§ PROBLEM TO SOLVE: Set down, word for word, only the lines from the start of the records through the line bearing "position:absolute; left:1235px; top:24px;"; include no pictures.

Saved entries:
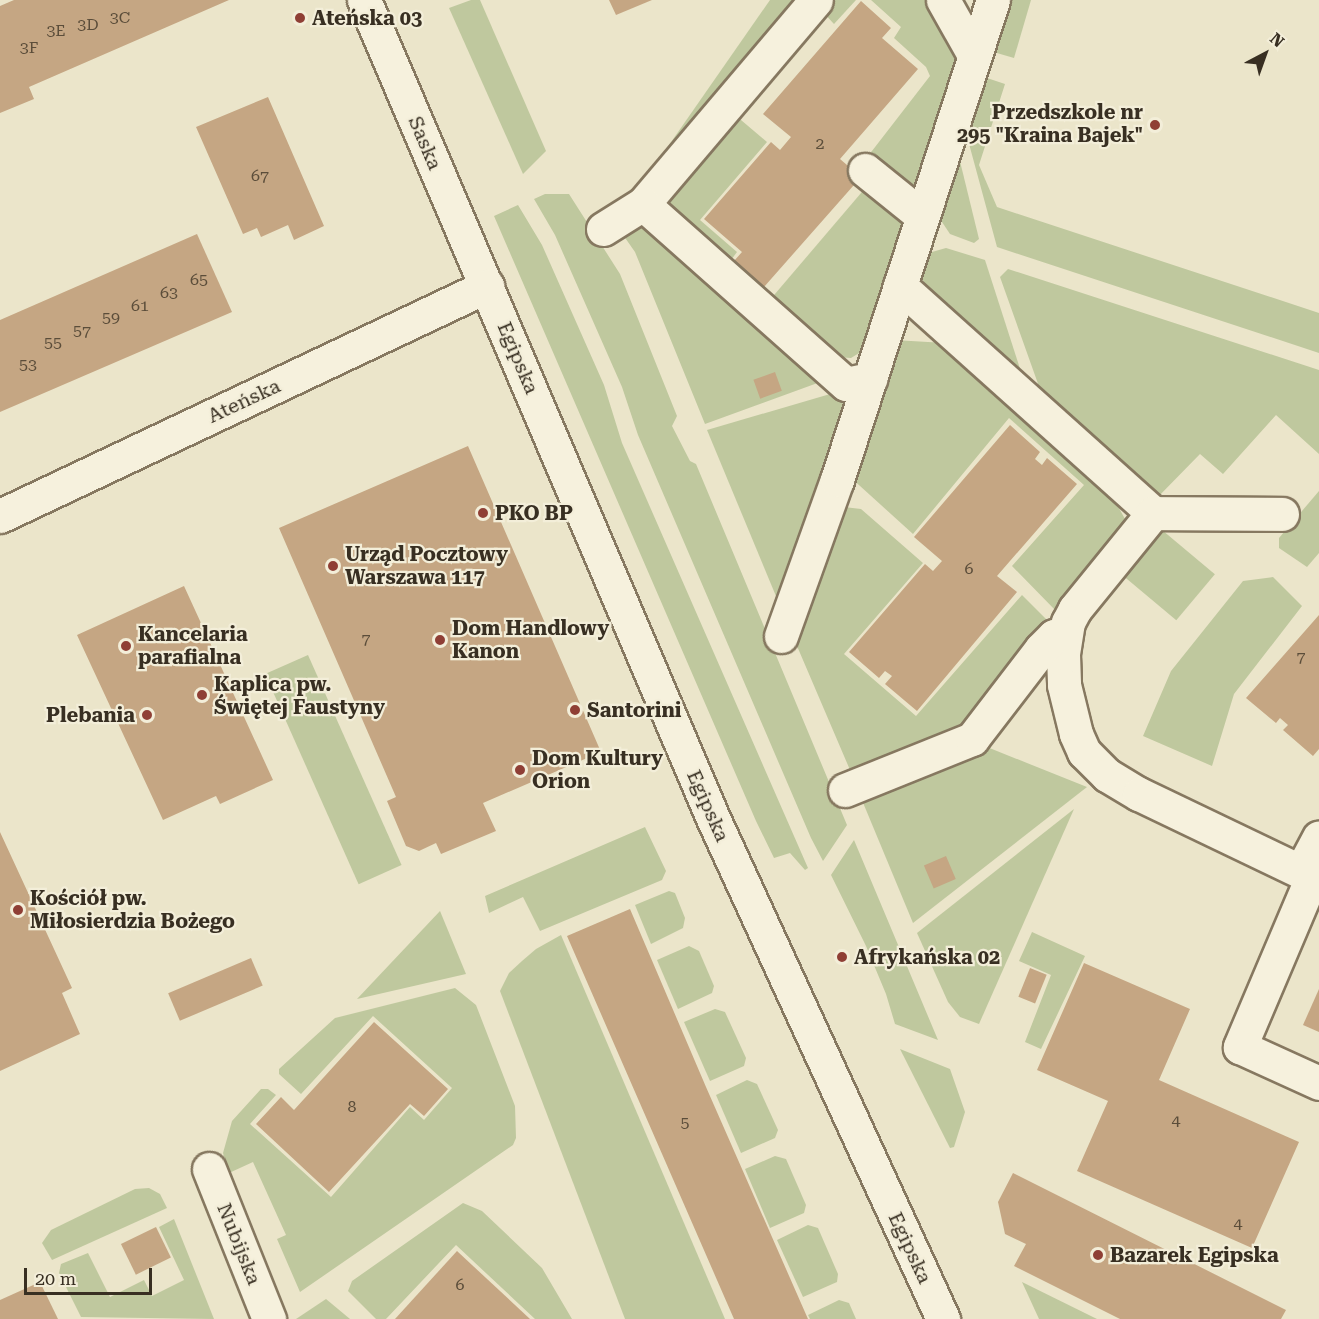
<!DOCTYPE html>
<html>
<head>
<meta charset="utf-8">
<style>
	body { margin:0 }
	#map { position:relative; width:1319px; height:1319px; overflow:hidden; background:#ebe5ca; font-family:"Roboto Serif",serif }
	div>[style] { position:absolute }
	.green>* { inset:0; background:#bfc89e; transform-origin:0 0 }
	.building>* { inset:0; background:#c5a683; transform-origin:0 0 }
	.roads { filter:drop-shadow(2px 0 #867860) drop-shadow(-2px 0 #867860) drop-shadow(0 2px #867860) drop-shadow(0 -2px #867860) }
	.minor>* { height:33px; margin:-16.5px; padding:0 16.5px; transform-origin:16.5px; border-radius:16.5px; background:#f6f1dd }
	.dots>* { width:16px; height:16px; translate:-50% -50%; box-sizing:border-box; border:3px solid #f3eed9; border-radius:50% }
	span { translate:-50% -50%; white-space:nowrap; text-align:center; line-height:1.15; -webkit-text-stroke:4.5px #f3eed9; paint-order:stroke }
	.number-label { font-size:16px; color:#5b4d3a }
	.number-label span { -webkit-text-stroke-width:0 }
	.poi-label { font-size:20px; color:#382f22; font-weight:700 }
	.left { translate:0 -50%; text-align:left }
	.right { translate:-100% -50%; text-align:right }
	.street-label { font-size:20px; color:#382f22 }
	.north { position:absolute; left:1235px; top:24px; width:60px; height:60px; -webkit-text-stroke:4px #f3eed9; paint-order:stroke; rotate:41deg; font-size:16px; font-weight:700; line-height:24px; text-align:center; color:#382f22 }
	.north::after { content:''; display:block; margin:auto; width:21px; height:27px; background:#382f22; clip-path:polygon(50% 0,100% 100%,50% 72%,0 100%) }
	.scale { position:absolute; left:24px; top:1268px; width:128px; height:27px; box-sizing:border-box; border:3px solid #382f22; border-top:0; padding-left:8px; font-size:18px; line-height:21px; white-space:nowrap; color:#382f22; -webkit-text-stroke:4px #f3eed9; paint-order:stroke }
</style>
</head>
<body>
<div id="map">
	<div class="green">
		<div style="clip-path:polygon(471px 0,480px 0,546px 151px,523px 174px,449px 8px)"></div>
		<div style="clip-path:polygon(770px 0,807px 0,653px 168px)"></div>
		<div style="clip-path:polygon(829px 0,856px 0,834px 24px,821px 10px)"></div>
		<div style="clip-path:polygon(871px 0,933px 0,960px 53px,920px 182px,914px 189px,865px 160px,930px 76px,926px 67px,894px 38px,901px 27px)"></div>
		<div style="clip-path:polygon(1006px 0,1031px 0,1014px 58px,990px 51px)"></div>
		<div style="clip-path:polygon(981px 76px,1005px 84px,979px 165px,997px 207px,1319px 313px,1319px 353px,997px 247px,965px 129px)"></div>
		<div style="clip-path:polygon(730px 120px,741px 120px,767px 142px,700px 220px,737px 252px,731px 260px,661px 204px)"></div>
		<div style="clip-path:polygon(957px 149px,979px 239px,974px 243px,950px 234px,936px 213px)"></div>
		<div style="clip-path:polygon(867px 186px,903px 222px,864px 350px,851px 358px,837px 357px,769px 301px)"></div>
		<div style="clip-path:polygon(545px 194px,569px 194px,620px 274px,677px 416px,672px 426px,690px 461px,696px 464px,847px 825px,823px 861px,811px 838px,638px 435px,622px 387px,555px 235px,534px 199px)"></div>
		<div style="clip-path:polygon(518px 205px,542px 245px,604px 385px,622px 443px,808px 868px,805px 870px,790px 853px,774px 858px,756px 821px,494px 216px)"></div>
		<div style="clip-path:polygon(644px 220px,823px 381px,705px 424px,635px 252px,621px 232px)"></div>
		<div style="clip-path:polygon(946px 248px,985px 260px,1024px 381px,929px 297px,918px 266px,925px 254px)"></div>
		<div style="clip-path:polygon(1008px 269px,1319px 370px,1319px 454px,1276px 415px,1223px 474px,1200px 454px,1155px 500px,1042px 395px,1000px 277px)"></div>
		<div style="clip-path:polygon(894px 340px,945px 343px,1105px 483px,1125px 519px,1125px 540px,1057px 612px,1012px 566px,1084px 485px,1009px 418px,913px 534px,849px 476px)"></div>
		<div style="clip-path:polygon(854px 387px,778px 601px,707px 430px)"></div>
		<div style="clip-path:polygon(1319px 491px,1319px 553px,1307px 567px,1279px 548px,1279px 538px)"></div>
		<div style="clip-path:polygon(844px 507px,861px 509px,923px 563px,844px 654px,916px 716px,1022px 595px,1046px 619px,1046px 629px,960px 736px,853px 777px,794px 639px)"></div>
		<div style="left:1162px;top:530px;width:69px;height:60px;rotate:40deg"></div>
		<div style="clip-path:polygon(1273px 577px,1302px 606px,1234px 694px,1212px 766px,1143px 736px,1171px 671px,1243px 581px)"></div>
		<div style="left:308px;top:655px;width:230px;height:47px;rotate:66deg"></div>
		<div style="clip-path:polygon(987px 747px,1087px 787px,913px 923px,859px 793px)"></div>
		<div style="clip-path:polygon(1074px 809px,979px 1024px,960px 1017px,948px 1002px,917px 933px)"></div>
		<div style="clip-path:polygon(645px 827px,666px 871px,662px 880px,540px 931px,523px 897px,489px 913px,485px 896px)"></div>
		<div style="clip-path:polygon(854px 840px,938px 1040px,895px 1024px,886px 994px,866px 946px,831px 875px)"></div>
		<div style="clip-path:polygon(669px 891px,675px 893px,685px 918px,683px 928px,651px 944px,635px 905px)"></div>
		<div style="clip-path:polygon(440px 911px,466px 974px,357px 999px)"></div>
		<div style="clip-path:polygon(1032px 932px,1085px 956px,1041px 1049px,1025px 1042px,1051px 975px,1019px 961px)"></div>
		<div style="clip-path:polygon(561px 935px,725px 1319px,625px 1319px,500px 991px,509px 973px,522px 961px,536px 949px)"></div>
		<div style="clip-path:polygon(689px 946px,699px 951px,714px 986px,712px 993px,678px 1009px,657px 960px)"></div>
		<div style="clip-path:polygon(455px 988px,476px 1005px,515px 1106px,516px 1138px,513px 1145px,300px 1292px,277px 1239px,286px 1235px,253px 1162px,229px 1173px,223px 1153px,232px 1121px,261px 1089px,268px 1089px,276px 1095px,250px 1124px,331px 1197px,410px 1107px,424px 1120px,452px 1088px,373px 1016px,301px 1094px,279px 1074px,279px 1069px,335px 1018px)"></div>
		<div style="clip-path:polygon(715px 1009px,725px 1012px,746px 1058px,744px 1066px,710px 1081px,684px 1022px)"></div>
		<div style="clip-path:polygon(900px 1049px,950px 1069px,965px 1112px,954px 1147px,950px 1148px)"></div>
		<div style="clip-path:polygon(747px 1080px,757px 1084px,778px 1130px,775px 1138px,741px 1153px,716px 1095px)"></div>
		<div style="clip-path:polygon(775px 1156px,786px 1159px,806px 1205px,804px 1213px,770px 1228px,745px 1169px)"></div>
		<div style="clip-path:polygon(149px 1188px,160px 1194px,167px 1208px,52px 1260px,42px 1243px,51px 1230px,135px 1189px)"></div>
		<div style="clip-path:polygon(463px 1203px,482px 1211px,542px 1268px,572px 1319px,535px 1319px,456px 1245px,386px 1319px,376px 1319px,348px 1291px,352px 1281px)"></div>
		<div style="clip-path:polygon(174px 1219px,214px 1319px,81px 1317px,59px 1273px,61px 1264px,88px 1253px,110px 1297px,144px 1280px,152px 1296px,184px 1280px,159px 1227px)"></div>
		<div style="clip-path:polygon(808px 1225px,818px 1228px,838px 1274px,837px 1282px,803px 1297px,777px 1240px)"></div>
		<div style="clip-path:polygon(1022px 1282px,1097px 1319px,1039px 1319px)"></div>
		<div style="clip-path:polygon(326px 1299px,350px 1319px,296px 1319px)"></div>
		<div style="clip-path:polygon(839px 1300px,849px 1303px,856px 1319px,810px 1319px,808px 1315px)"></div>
	</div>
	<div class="building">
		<div style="clip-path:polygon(14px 0,229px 0,29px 87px,34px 99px,0 113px,0 6px)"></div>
		<div style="clip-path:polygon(609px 0,652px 0,616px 15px)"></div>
		<div style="clip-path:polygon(861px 1px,891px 28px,882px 38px,918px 69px,840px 159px,861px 177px,764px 287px,734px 261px,742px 252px,704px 219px,771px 142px,780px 150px,791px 137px,763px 114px)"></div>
		<div style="clip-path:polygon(268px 97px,324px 226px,294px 240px,288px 225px,261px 237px,257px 228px,243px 234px,196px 127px)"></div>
		<div style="clip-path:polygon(197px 234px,232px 312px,0 412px,0 320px)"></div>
		<div style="left:775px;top:372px;width:20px;height:23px;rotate:70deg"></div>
		<div style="clip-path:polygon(1010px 425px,1040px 452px,1035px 459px,1042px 465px,1047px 458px,1077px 484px,997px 576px,1017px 592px,917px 711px,885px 684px,892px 676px,885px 671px,879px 678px,849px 652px,925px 564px,933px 571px,942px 561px,914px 537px)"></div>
		<div style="clip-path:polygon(468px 446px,601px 752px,483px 803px,496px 831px,441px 854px,436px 843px,419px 851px,406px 846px,387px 801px,396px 797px,279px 528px)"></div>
		<div style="clip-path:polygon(184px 586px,273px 780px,220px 804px,216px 796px,163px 820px,77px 635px)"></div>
		<div style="clip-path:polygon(1319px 615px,1319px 749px,1313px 756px,1283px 730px,1288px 725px,1280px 718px,1276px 723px,1246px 698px)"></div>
		<div style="clip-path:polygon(0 832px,72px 988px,62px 993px,80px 1034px,0 1071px)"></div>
		<div style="left:946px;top:856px;width:25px;height:24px;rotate:67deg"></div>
		<div style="clip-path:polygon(630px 909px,706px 1087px,808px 1319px,734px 1319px,567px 936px)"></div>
		<div style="left:251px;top:958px;width:30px;height:90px;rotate:67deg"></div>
		<div style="clip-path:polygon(1084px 963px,1190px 1009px,1159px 1080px,1299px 1142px,1252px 1248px,1077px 1171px,1108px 1101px,1037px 1070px)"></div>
		<div style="left:1030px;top:968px;width:18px;height:31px;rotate:22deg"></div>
		<div style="clip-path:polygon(1319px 989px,1319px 1032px,1303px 1025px)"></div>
		<div style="clip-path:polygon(374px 1022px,448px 1089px,424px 1116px,410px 1104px,329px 1192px,256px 1124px,281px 1097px,294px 1110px)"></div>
		<div style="clip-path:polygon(1013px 1173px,1286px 1310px,1281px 1319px,1120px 1319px,1014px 1266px,1026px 1244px,1005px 1234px,998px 1202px)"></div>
		<div style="left:156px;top:1227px;width:34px;height:39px;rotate:64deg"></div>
		<div style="clip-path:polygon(457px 1251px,530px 1319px,395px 1319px)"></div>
		<div style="clip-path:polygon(40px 1282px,58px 1319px,0 1319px,0 1300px)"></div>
	</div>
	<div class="roads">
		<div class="minor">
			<div style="left:364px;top:0;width:887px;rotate:66.9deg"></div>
			<div style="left:712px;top:816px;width:554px;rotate:65.33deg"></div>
			<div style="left:943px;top:0;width:63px;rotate:60.6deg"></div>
			<div style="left:865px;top:170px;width:73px;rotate:38.9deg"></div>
			<div style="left:643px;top:204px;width:267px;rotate:-49.7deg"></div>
			<div style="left:603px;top:229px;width:47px;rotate:-32deg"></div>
			<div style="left:643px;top:204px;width:271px;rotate:41.6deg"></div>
			<div style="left:846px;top:384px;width:25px;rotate:-12deg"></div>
			<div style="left:900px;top:286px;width:340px;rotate:41.9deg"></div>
			<div style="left:1153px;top:513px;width:129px;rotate:0.4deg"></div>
			<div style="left:1153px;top:513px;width:124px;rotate:129.1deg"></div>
			<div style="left:1075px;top:609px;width:15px;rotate:118deg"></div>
			<div style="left:1068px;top:622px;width:32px;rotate:99deg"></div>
			<div style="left:1063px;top:654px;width:31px;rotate:88deg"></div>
			<div style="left:1064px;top:685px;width:50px;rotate:76.2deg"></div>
			<div style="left:1076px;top:734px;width:20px;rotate:66deg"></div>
			<div style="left:1084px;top:752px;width:33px;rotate:45deg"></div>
			<div style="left:1107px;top:775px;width:37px;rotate:31deg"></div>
			<div style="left:1139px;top:794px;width:192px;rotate:25.6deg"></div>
			<div style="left:1312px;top:877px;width:185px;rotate:113deg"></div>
			<div style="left:1240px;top:1047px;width:87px;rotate:24.5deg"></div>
			<div style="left:0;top:516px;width:539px;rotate:-25.28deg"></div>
			<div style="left:781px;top:636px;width:166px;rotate:-70.3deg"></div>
			<div style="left:837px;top:480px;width:505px;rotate:-72deg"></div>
			<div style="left:845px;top:790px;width:137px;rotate:-21.9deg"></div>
			<div style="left:972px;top:739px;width:113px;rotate:-52.5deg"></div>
			<div style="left:1041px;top:649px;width:18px;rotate:-45deg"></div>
			<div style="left:1054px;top:636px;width:10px;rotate:-17deg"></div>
			<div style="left:1301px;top:871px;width:38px;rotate:-62deg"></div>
			<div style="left:209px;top:1169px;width:162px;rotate:68.2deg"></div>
		</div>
	</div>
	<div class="dots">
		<div style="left:300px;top:18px;background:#8f3f35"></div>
		<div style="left:1155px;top:125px;background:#8f3f35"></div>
		<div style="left:483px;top:513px;background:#8f3f35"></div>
		<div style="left:333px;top:566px;background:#8f3f35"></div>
		<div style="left:440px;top:640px;background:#8f3f35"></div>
		<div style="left:126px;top:646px;background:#8f3f35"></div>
		<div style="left:202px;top:695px;background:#8f3f35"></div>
		<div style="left:575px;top:710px;background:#8f3f35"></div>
		<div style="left:147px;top:715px;background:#8f3f35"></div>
		<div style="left:520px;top:770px;background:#8f3f35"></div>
		<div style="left:18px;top:910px;background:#8f3f35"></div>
		<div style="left:842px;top:957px;background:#8f3f35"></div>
		<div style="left:1098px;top:1255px;background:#8f3f35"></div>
	</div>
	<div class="number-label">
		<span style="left:120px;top:18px">3C</span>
		<span style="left:88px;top:25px">3D</span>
		<span style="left:56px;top:31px">3E</span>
		<span style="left:29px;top:48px">3F</span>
		<span style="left:820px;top:144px">2</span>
		<span style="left:260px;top:176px">67</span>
		<span style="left:199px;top:280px">65</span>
		<span style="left:169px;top:293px">63</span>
		<span style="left:140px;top:306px">61</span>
		<span style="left:111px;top:318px">59</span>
		<span style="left:82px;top:331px">57</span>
		<span style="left:53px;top:343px">55</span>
		<span style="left:28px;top:365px">53</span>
		<span style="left:969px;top:569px">6</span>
		<span style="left:366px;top:639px">7</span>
		<span style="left:1301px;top:657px">7</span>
		<span style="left:352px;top:1107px">8</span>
		<span style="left:1176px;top:1121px">4</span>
		<span style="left:685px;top:1123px">5</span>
		<span style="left:1238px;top:1224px">4</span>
		<span style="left:460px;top:1285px">6</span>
	</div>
	<div class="poi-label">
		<span class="left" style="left:312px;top:18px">Ateńska 03</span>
		<span class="right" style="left:1143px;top:124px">Przedszkole nr<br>295 "Kraina Bajek"</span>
		<span class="left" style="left:495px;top:513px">PKO BP</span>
		<span class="left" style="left:345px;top:566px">Urząd Pocztowy<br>Warszawa 117</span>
		<span class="left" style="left:452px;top:640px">Dom Handlowy<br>Kanon</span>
		<span class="left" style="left:138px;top:646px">Kancelaria<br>parafialna</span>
		<span class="left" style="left:214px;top:696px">Kaplica pw.<br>Świętej Faustyny</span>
		<span class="left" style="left:587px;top:710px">Santorini</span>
		<span class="right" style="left:135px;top:715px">Plebania</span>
		<span class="left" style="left:532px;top:770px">Dom Kultury<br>Orion</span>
		<span class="left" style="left:30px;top:910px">Kościół pw.<br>Miłosierdzia Bożego</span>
		<span class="left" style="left:854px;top:957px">Afrykańska 02</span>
		<span class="left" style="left:1110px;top:1255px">Bazarek Egipska</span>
	</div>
	<div class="street-label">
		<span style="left:425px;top:143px;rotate:67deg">Saska</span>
		<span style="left:518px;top:358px;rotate:67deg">Egipska</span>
		<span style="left:244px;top:401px;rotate:-25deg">Ateńska</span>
		<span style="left:708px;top:806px;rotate:66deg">Egipska</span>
		<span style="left:239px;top:1244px;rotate:68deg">Nubijska</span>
		<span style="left:910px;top:1248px;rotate:65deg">Egipska</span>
	</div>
	<div class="north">N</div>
	<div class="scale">20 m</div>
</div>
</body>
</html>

§ RESPONSE:
<!DOCTYPE html>
<html>
<head>
<meta charset="utf-8">
<style>
	body { margin:0 }
	#map { position:relative; width:1319px; height:1319px; overflow:hidden; background:#ebe5ca; font-family:"Roboto Serif",serif }
	div>[style] { position:absolute }
	.green>* { inset:0; background:#bfc89e; transform-origin:0 0 }
	.building>* { inset:0; background:#c5a683; transform-origin:0 0 }
	.roads { filter:drop-shadow(2px 0 #867860) drop-shadow(-2px 0 #867860) drop-shadow(0 2px #867860) drop-shadow(0 -2px #867860) }
	.minor>* { height:33px; margin:-16.5px; padding:0 16.5px; transform-origin:16.5px; border-radius:16.5px; background:#f6f1dd }
	.dots>* { width:16px; height:16px; translate:-50% -50%; box-sizing:border-box; border:3px solid #f3eed9; border-radius:50% }
	span { translate:-50% -50%; white-space:nowrap; text-align:center; line-height:1.15; -webkit-text-stroke:4.5px #f3eed9; paint-order:stroke }
	.number-label { font-size:16px; color:#5b4d3a }
	.number-label span { -webkit-text-stroke-width:0 }
	.poi-label { font-size:20px; color:#382f22; font-weight:700 }
	.left { translate:0 -50%; text-align:left }
	.right { translate:-100% -50%; text-align:right }
	.street-label { font-size:20px; color:#382f22 }
	.north { position:absolute; left:1235px; top:24px; width:60px; height:60px; -webkit-text-stroke:4px #f3eed9; paint-order:stroke; rotate:41deg; font-size:16px; font-weight:700; line-height:24px; text-align:center; color:#382f22 }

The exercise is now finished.